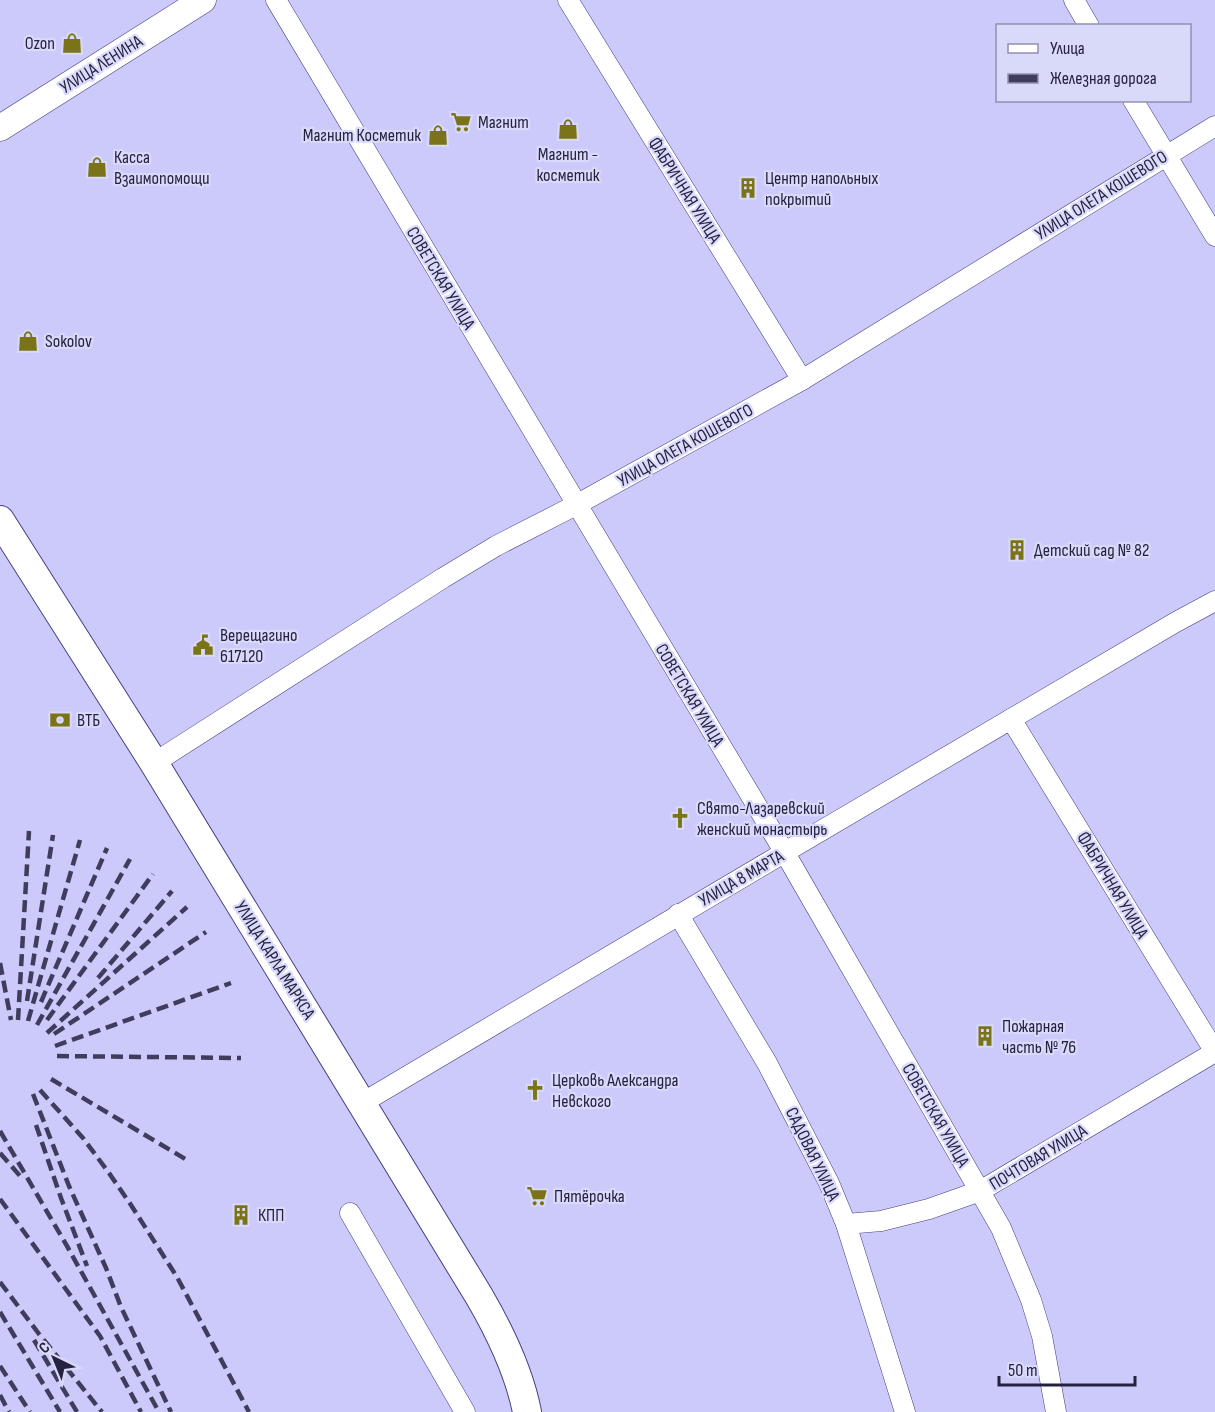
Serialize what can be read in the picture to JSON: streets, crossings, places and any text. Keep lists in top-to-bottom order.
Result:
{
  "streets": {
    "main road": ["УЛИЦА КАРЛА МАРКСА"],
    "street": [
      "УЛИЦА ЛЕНИНА",
      "ФАБРИЧНАЯ УЛИЦА",
      "УЛИЦА ОЛЕГА КОШЕВОГО",
      "СОВЕТСКАЯ УЛИЦА",
      "УЛИЦА 8 МАРТА",
      "САДОВАЯ УЛИЦА",
      "ПОЧТОВАЯ УЛИЦА"
    ]
  },
  "crossings": [
    ["ФАБРИЧНАЯ УЛИЦА", "УЛИЦА ОЛЕГА КОШЕВОГО"],
    ["ФАБРИЧНАЯ УЛИЦА", "УЛИЦА 8 МАРТА"],
    ["ФАБРИЧНАЯ УЛИЦА", "ПОЧТОВАЯ УЛИЦА"],
    ["УЛИЦА ОЛЕГА КОШЕВОГО", "СОВЕТСКАЯ УЛИЦА"],
    ["УЛИЦА ОЛЕГА КОШЕВОГО", "УЛИЦА КАРЛА МАРКСА"],
    ["СОВЕТСКАЯ УЛИЦА", "УЛИЦА 8 МАРТА"],
    ["СОВЕТСКАЯ УЛИЦА", "ПОЧТОВАЯ УЛИЦА"],
    ["УЛИЦА 8 МАРТА", "УЛИЦА КАРЛА МАРКСА"],
    ["УЛИЦА 8 МАРТА", "САДОВАЯ УЛИЦА"],
    ["САДОВАЯ УЛИЦА", "ПОЧТОВАЯ УЛИЦА"]
  ],
  "places": {
    "shop": [
      "Ozon",
      "Магнит - косметик",
      "Магнит Косметик",
      "Касса Взаимопомощи",
      "Sokolov"
    ],
    "supermarket": ["Магнит", "Пятёрочка"],
    "building": [
      "Центр напольных покрытий",
      "Детский сад № 82",
      "Пожарная часть № 76",
      "КПП"
    ],
    "public building": ["Верещагино 617120"],
    "bank": ["ВТБ"],
    "church": ["Свято-Лазаревский женский монастырь", "Церковь Александра Невского"]
  },
  "legend": ["Улица", "Железная дорога"],
  "scale_bar": "50 m",
  "north": "top left"
}
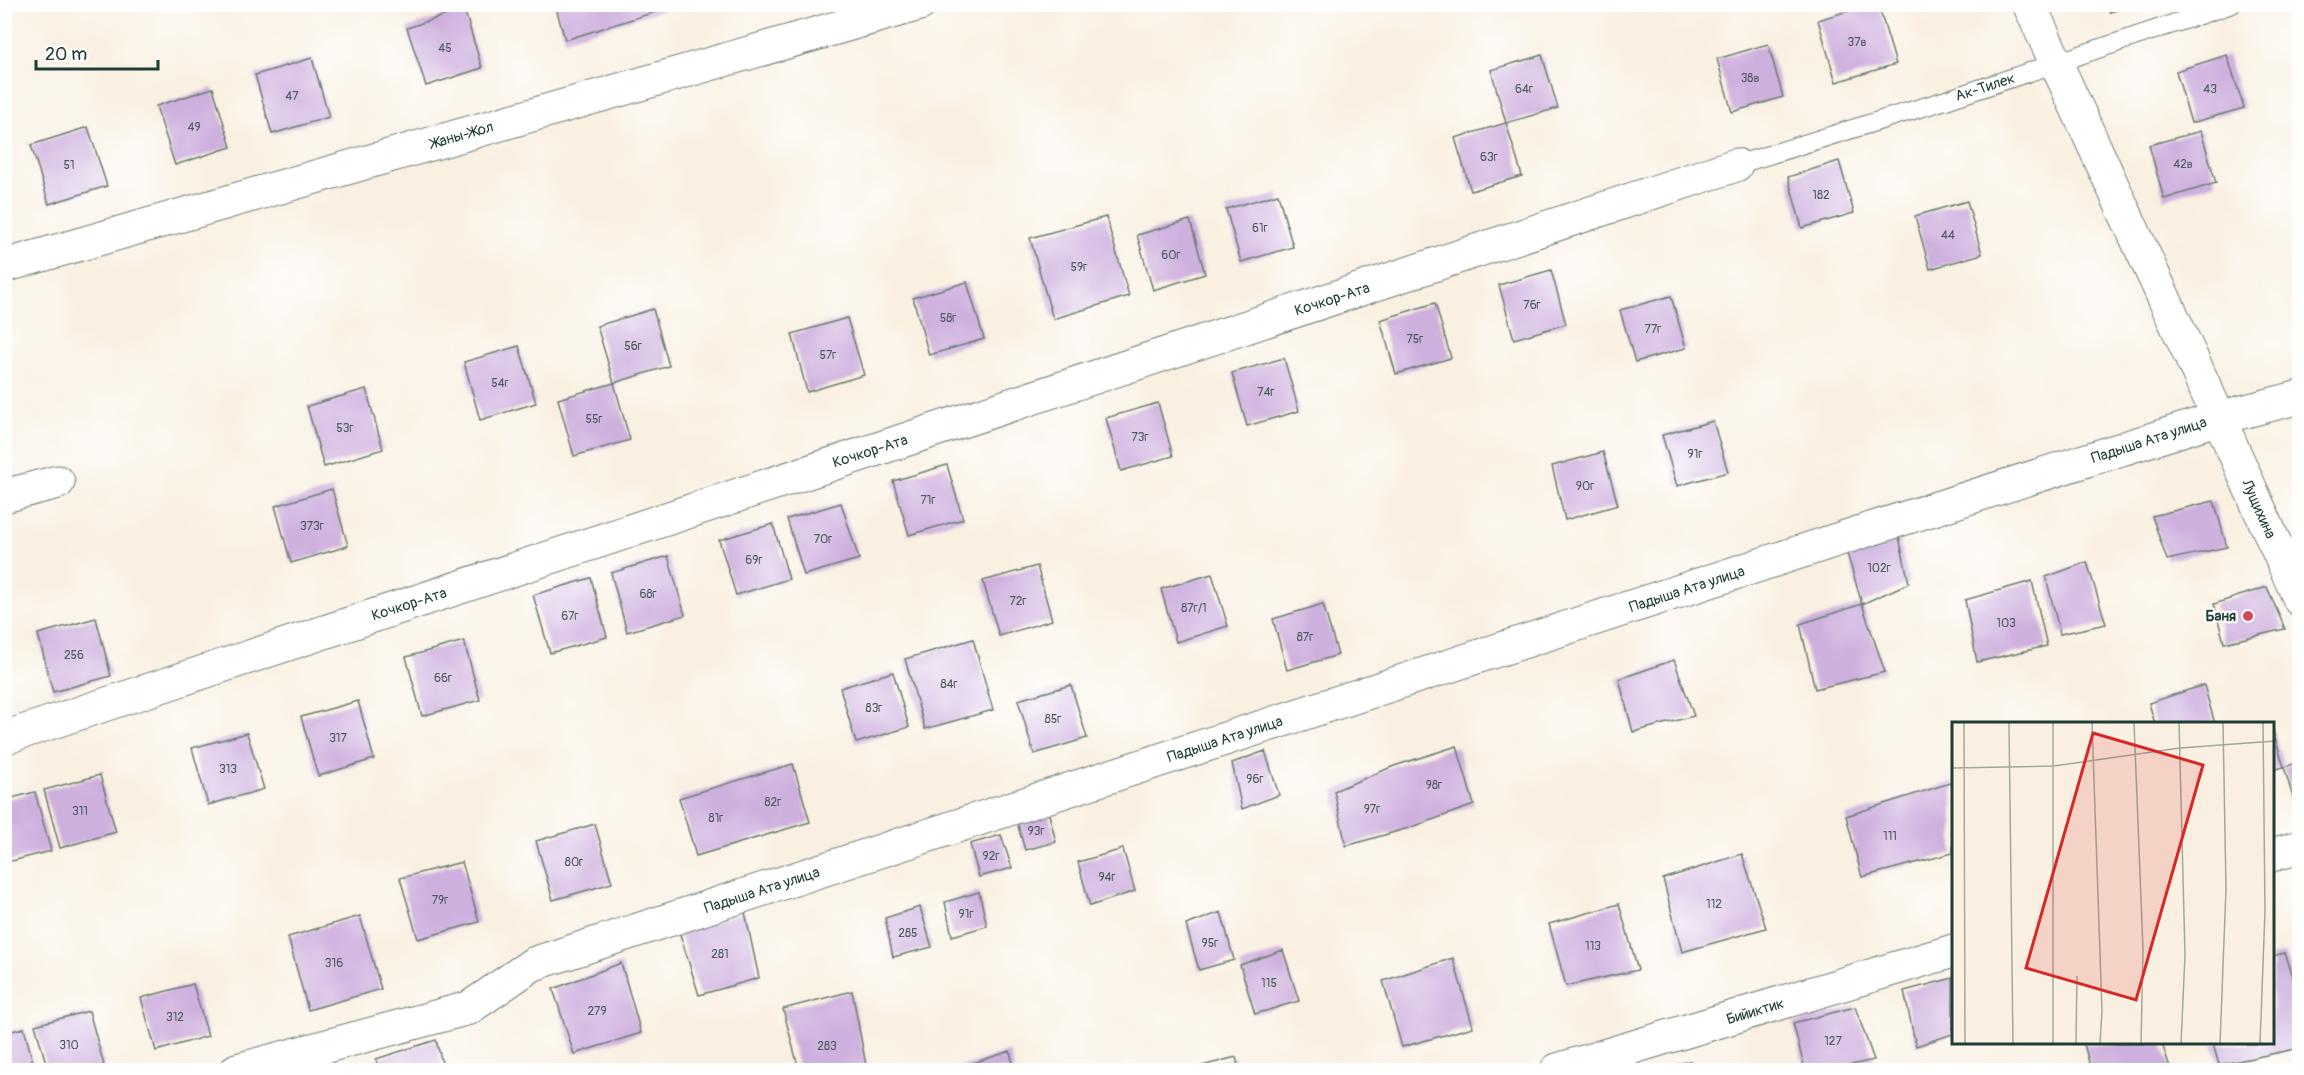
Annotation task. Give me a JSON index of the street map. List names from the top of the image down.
{
  "streets": {
    "street": [
      "Жаны-Жол",
      "Кочкор-Ата",
      "Падыша Ата улица",
      "Лущихина",
      "Бийиктик"
    ],
    "lane": ["Ак-Тилек"]
  },
  "crossings": [
    ["Ак-Тилек", "Кочкор-Ата"],
    ["Ак-Тилек", "Лущихина"],
    ["Падыша Ата улица", "Лущихина"]
  ],
  "places": ["Баня"],
  "house_numbers": [
    "37в",
    "45",
    "38в",
    "64г",
    "43",
    "47",
    "49",
    "63г",
    "42в",
    "51",
    "182",
    "61г",
    "44",
    "60г",
    "59г",
    "76г",
    "58г",
    "77г",
    "75г",
    "56г",
    "57г",
    "54г",
    "74г",
    "55г",
    "53г",
    "73г",
    "91г",
    "90г",
    "71г",
    "373г",
    "70г",
    "69г",
    "102г",
    "68г",
    "72г",
    "87г/1",
    "67г",
    "103",
    "87г",
    "256",
    "66г",
    "84г",
    "83г",
    "85г",
    "317",
    "313",
    "96г",
    "98г",
    "82г",
    "97г",
    "311",
    "81г",
    "93г",
    "111",
    "92г",
    "80г",
    "94г",
    "79г",
    "112",
    "91г",
    "285",
    "95г",
    "113",
    "281",
    "316",
    "115",
    "279",
    "312",
    "127",
    "310",
    "283"
  ],
  "scale_bar": "20 m"
}
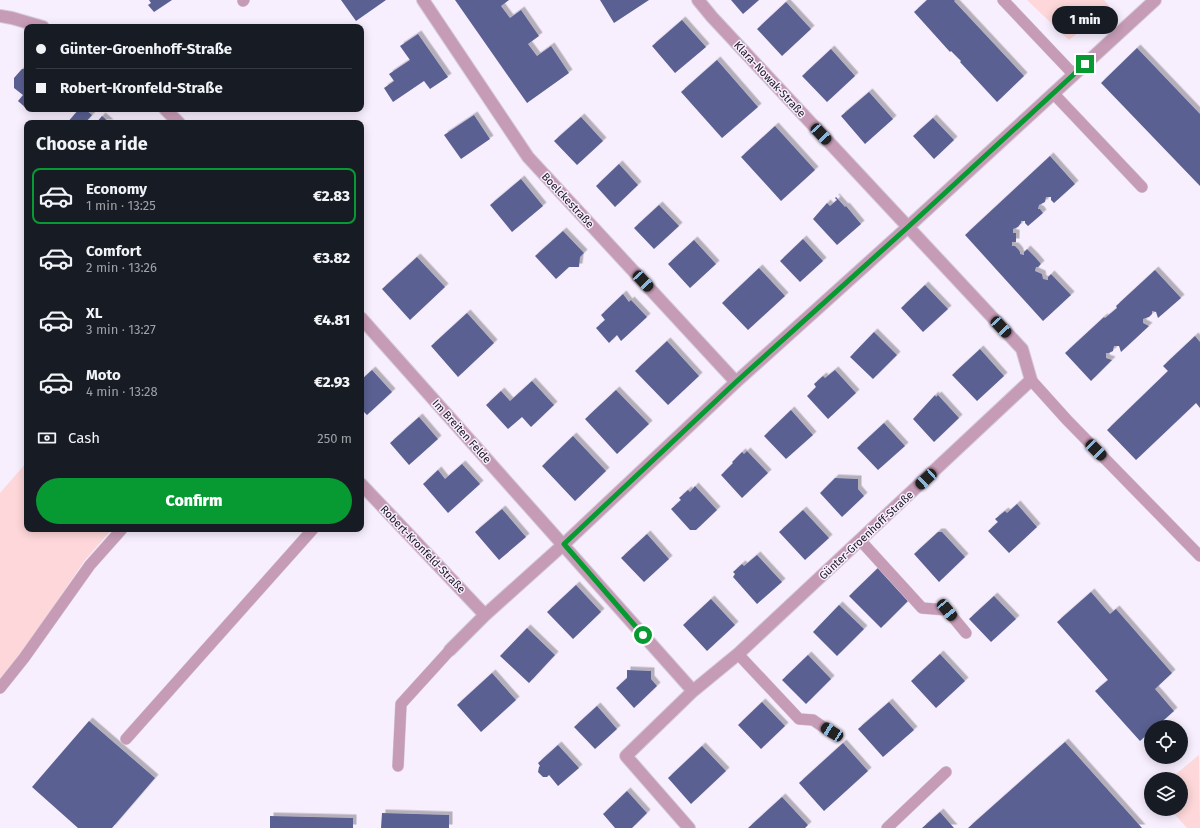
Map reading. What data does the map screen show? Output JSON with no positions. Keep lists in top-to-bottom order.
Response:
{
  "streets": {
    "street": [
      "Klara-Nowak-Straße",
      "Boelckestraße",
      "Im Breiten Felde",
      "Günter-Groenhoff-Straße",
      "Robert-Kronfeld-Straße"
    ]
  },
  "page": {
    "bubble": "1 min",
    "banner": ["Günter-Groenhoff-Straße", "Robert-Kronfeld-Straße"],
    "heading": "Choose a ride",
    "list": [
      {
        "name": "Economy",
        "note": "1 min · 13:25",
        "value": "€2.83"
      },
      {
        "name": "Comfort",
        "note": "2 min · 13:26",
        "value": "€3.82"
      },
      {
        "name": "XL",
        "note": "3 min · 13:27",
        "value": "€4.81"
      },
      {
        "name": "Moto",
        "note": "4 min · 13:28",
        "value": "€2.93"
      }
    ],
    "pay": ["Cash", "250 m"],
    "buttons": "Confirm"
  }
}
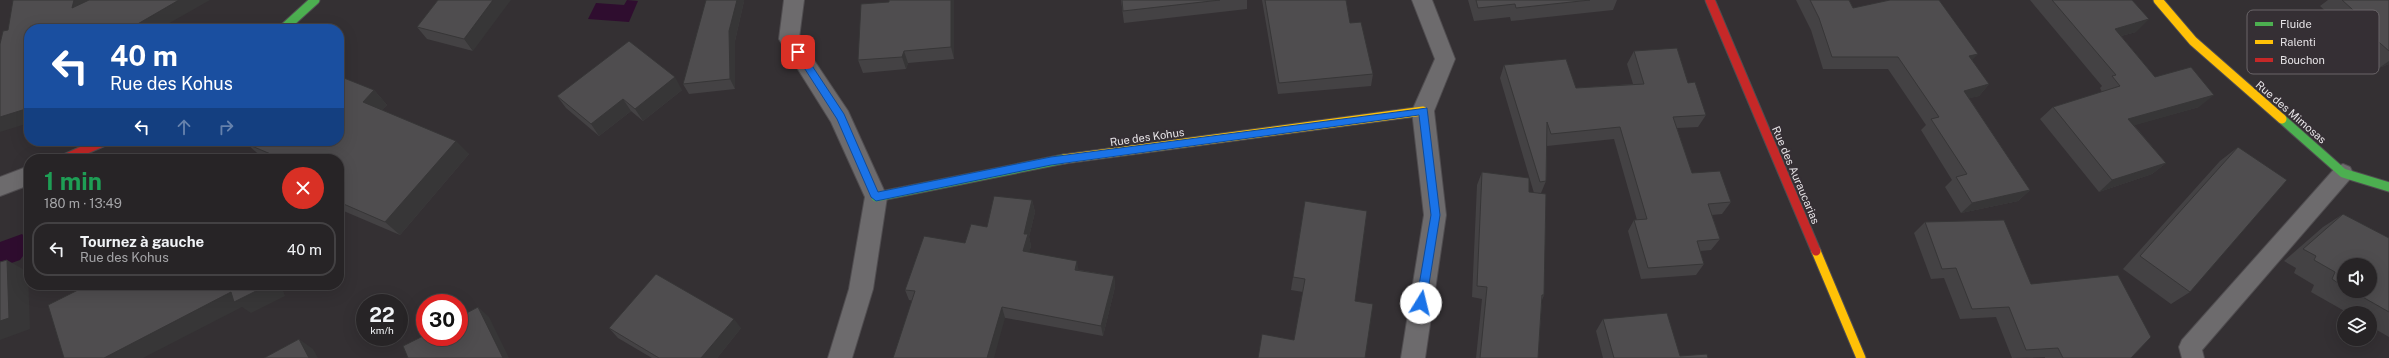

◆ Directions for this task: Without the pictures, write out every entry precisely as it appears.

◆ Response for this exercise:
Serialize what can be read in the picture to JSON: streets, crossings, places and any text. Keep lists in top-to-bottom order.
Result:
{
  "streets": {
    "main road": ["УЛИЦА КАРЛА МАРКСА"],
    "street": [
      "УЛИЦА ЛЕНИНА",
      "ФАБРИЧНАЯ УЛИЦА",
      "УЛИЦА ОЛЕГА КОШЕВОГО",
      "СОВЕТСКАЯ УЛИЦА",
      "УЛИЦА 8 МАРТА",
      "САДОВАЯ УЛИЦА",
      "ПОЧТОВАЯ УЛИЦА"
    ]
  },
  "crossings": [
    ["ФАБРИЧНАЯ УЛИЦА", "УЛИЦА ОЛЕГА КОШЕВОГО"],
    ["ФАБРИЧНАЯ УЛИЦА", "УЛИЦА 8 МАРТА"],
    ["ФАБРИЧНАЯ УЛИЦА", "ПОЧТОВАЯ УЛИЦА"],
    ["УЛИЦА ОЛЕГА КОШЕВОГО", "СОВЕТСКАЯ УЛИЦА"],
    ["УЛИЦА ОЛЕГА КОШЕВОГО", "УЛИЦА КАРЛА МАРКСА"],
    ["СОВЕТСКАЯ УЛИЦА", "УЛИЦА 8 МАРТА"],
    ["СОВЕТСКАЯ УЛИЦА", "ПОЧТОВАЯ УЛИЦА"],
    ["УЛИЦА 8 МАРТА", "УЛИЦА КАРЛА МАРКСА"],
    ["УЛИЦА 8 МАРТА", "САДОВАЯ УЛИЦА"],
    ["САДОВАЯ УЛИЦА", "ПОЧТОВАЯ УЛИЦА"]
  ],
  "places": {
    "shop": [
      "Ozon",
      "Магнит - косметик",
      "Магнит Косметик",
      "Касса Взаимопомощи",
      "Sokolov"
    ],
    "supermarket": ["Магнит", "Пятёрочка"],
    "building": [
      "Центр напольных покрытий",
      "Детский сад № 82",
      "Пожарная часть № 76",
      "КПП"
    ],
    "public building": ["Верещагино 617120"],
    "bank": ["ВТБ"],
    "church": ["Свято-Лазаревский женский монастырь", "Церковь Александра Невского"]
  },
  "legend": ["Улица", "Железная дорога"],
  "scale_bar": "50 m",
  "north": "top left"
}
Annotation task. Give me a JSON index of the street map. List names from the top of the image down.
{
  "streets": {
    "street": [
      "Жаны-Жол",
      "Кочкор-Ата",
      "Падыша Ата улица",
      "Лущихина",
      "Бийиктик"
    ],
    "lane": ["Ак-Тилек"]
  },
  "crossings": [
    ["Ак-Тилек", "Кочкор-Ата"],
    ["Ак-Тилек", "Лущихина"],
    ["Падыша Ата улица", "Лущихина"]
  ],
  "places": ["Баня"],
  "house_numbers": [
    "37в",
    "45",
    "38в",
    "64г",
    "43",
    "47",
    "49",
    "63г",
    "42в",
    "51",
    "182",
    "61г",
    "44",
    "60г",
    "59г",
    "76г",
    "58г",
    "77г",
    "75г",
    "56г",
    "57г",
    "54г",
    "74г",
    "55г",
    "53г",
    "73г",
    "91г",
    "90г",
    "71г",
    "373г",
    "70г",
    "69г",
    "102г",
    "68г",
    "72г",
    "87г/1",
    "67г",
    "103",
    "87г",
    "256",
    "66г",
    "84г",
    "83г",
    "85г",
    "317",
    "313",
    "96г",
    "98г",
    "82г",
    "97г",
    "311",
    "81г",
    "93г",
    "111",
    "92г",
    "80г",
    "94г",
    "79г",
    "112",
    "91г",
    "285",
    "95г",
    "113",
    "281",
    "316",
    "115",
    "279",
    "312",
    "127",
    "310",
    "283"
  ],
  "scale_bar": "20 m"
}
Map reading. What data does the map screen show? Output JSON with no positions. Keep lists in top-to-bottom order.
Response:
{
  "streets": {
    "street": [
      "Klara-Nowak-Straße",
      "Boelckestraße",
      "Im Breiten Felde",
      "Günter-Groenhoff-Straße",
      "Robert-Kronfeld-Straße"
    ]
  },
  "page": {
    "bubble": "1 min",
    "banner": ["Günter-Groenhoff-Straße", "Robert-Kronfeld-Straße"],
    "heading": "Choose a ride",
    "list": [
      {
        "name": "Economy",
        "note": "1 min · 13:25",
        "value": "€2.83"
      },
      {
        "name": "Comfort",
        "note": "2 min · 13:26",
        "value": "€3.82"
      },
      {
        "name": "XL",
        "note": "3 min · 13:27",
        "value": "€4.81"
      },
      {
        "name": "Moto",
        "note": "4 min · 13:28",
        "value": "€2.93"
      }
    ],
    "pay": ["Cash", "250 m"],
    "buttons": "Confirm"
  }
}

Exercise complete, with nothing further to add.